Work task: The word "JSON" turns up on some lines of this data; say how many, and give no other text.

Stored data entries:
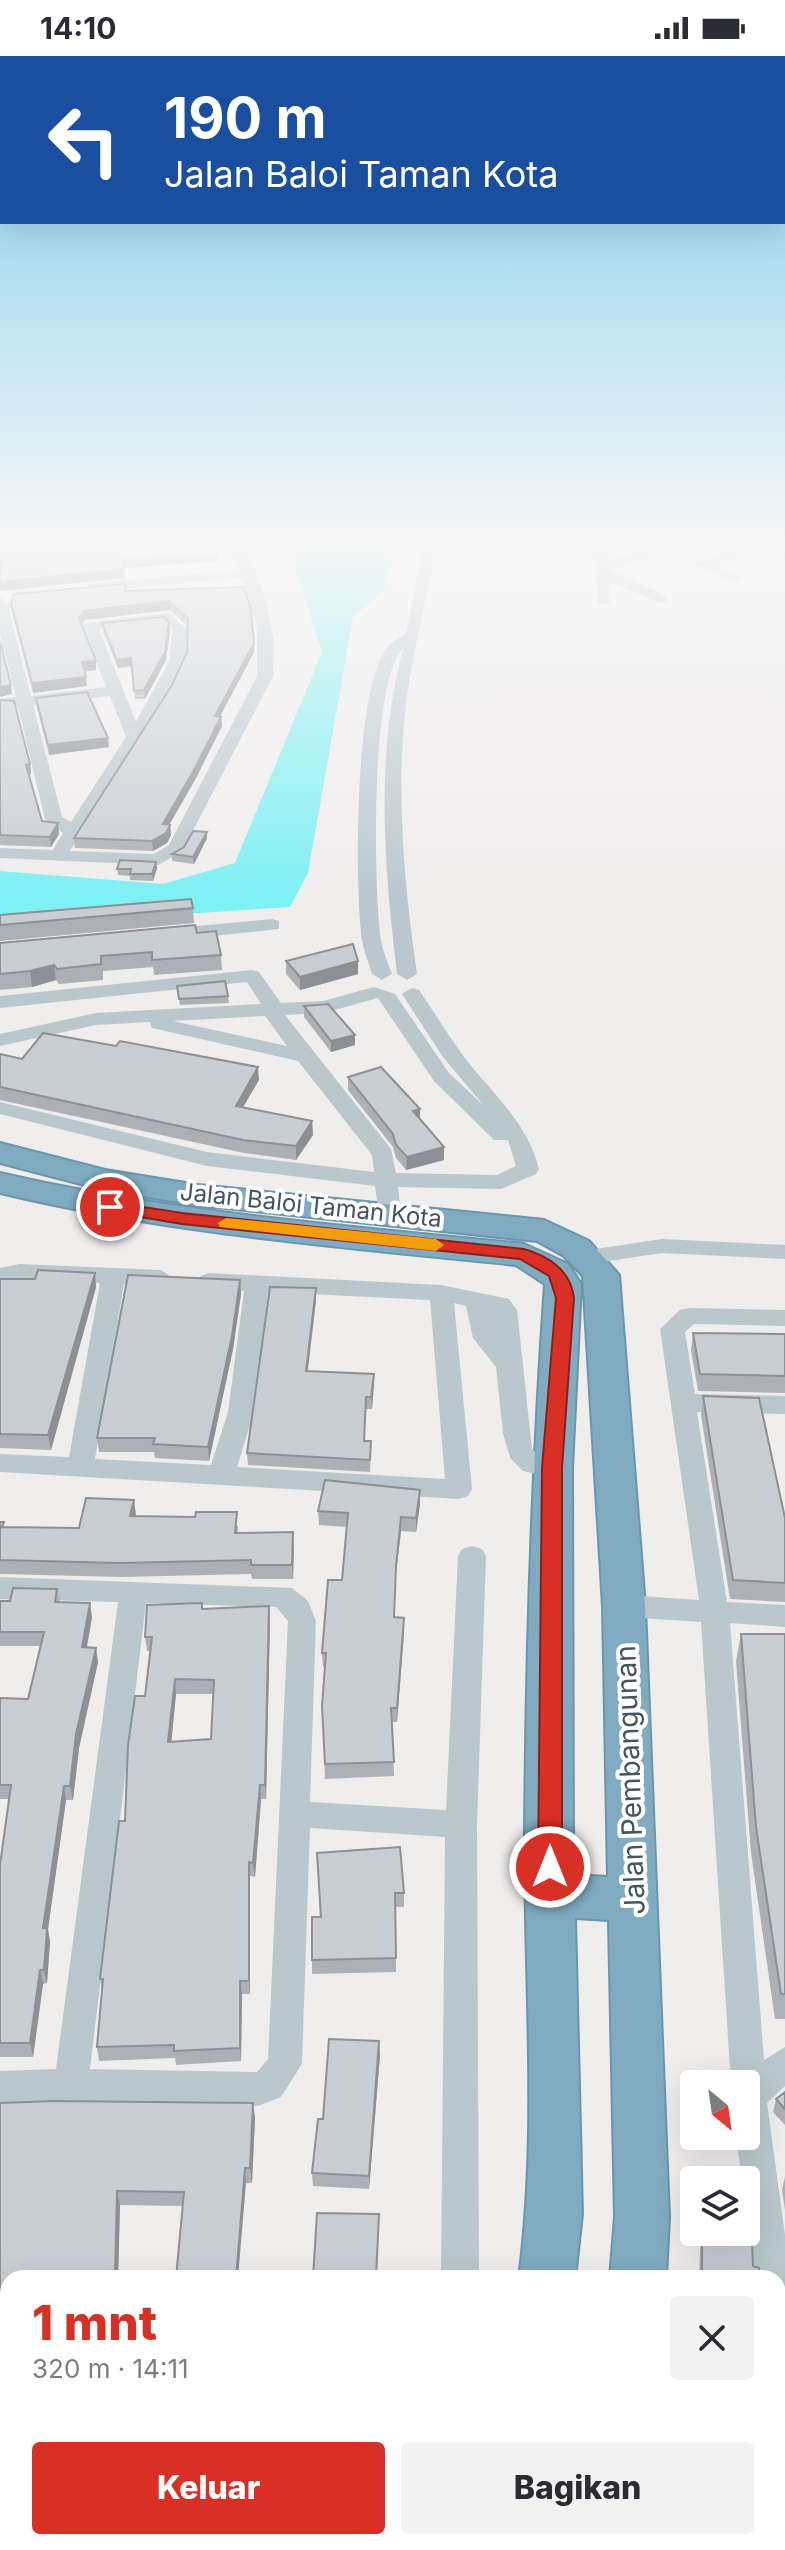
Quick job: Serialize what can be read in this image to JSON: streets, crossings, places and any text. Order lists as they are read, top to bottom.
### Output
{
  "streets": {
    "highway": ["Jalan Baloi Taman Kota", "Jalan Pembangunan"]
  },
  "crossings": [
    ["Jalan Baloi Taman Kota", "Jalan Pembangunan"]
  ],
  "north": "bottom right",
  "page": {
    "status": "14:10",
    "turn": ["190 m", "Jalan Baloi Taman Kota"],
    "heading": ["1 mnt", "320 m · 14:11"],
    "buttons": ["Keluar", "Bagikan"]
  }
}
* * *
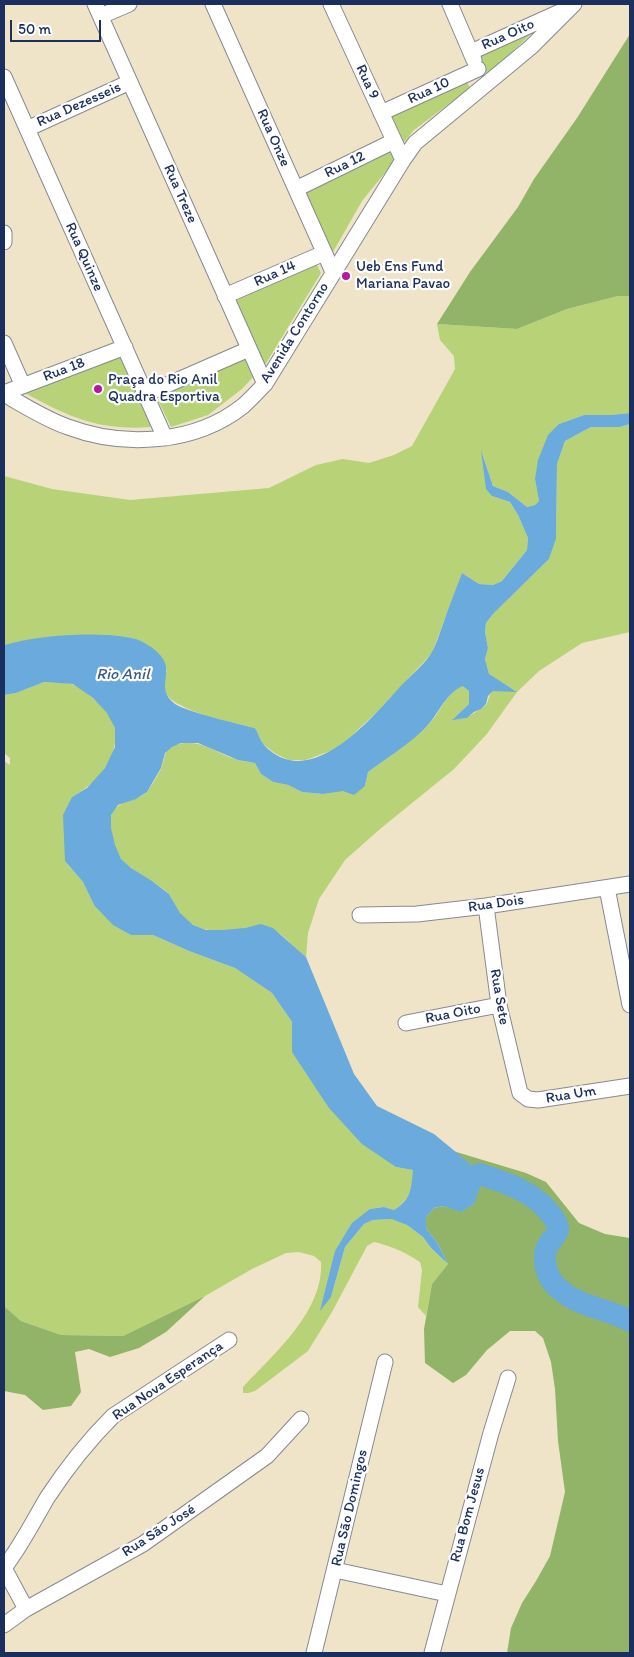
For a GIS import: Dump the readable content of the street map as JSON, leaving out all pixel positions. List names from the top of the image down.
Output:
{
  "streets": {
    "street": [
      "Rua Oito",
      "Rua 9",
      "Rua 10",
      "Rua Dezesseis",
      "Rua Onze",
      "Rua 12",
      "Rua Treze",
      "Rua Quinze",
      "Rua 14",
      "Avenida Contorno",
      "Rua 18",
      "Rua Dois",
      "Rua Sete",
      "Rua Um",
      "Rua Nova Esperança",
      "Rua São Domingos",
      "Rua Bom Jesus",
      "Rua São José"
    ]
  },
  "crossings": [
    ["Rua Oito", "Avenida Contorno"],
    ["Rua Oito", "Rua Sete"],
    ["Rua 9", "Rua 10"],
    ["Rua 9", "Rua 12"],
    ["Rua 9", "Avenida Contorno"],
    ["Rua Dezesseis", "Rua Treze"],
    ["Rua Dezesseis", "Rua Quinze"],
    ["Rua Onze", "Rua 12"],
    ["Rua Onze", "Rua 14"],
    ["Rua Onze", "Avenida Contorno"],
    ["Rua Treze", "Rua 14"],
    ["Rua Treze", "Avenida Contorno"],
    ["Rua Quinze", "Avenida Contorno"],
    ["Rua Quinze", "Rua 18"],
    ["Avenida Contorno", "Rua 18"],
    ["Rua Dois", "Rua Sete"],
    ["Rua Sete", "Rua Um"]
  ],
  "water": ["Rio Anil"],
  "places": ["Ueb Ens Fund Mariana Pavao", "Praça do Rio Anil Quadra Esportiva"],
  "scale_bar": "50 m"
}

Reply to the task: 2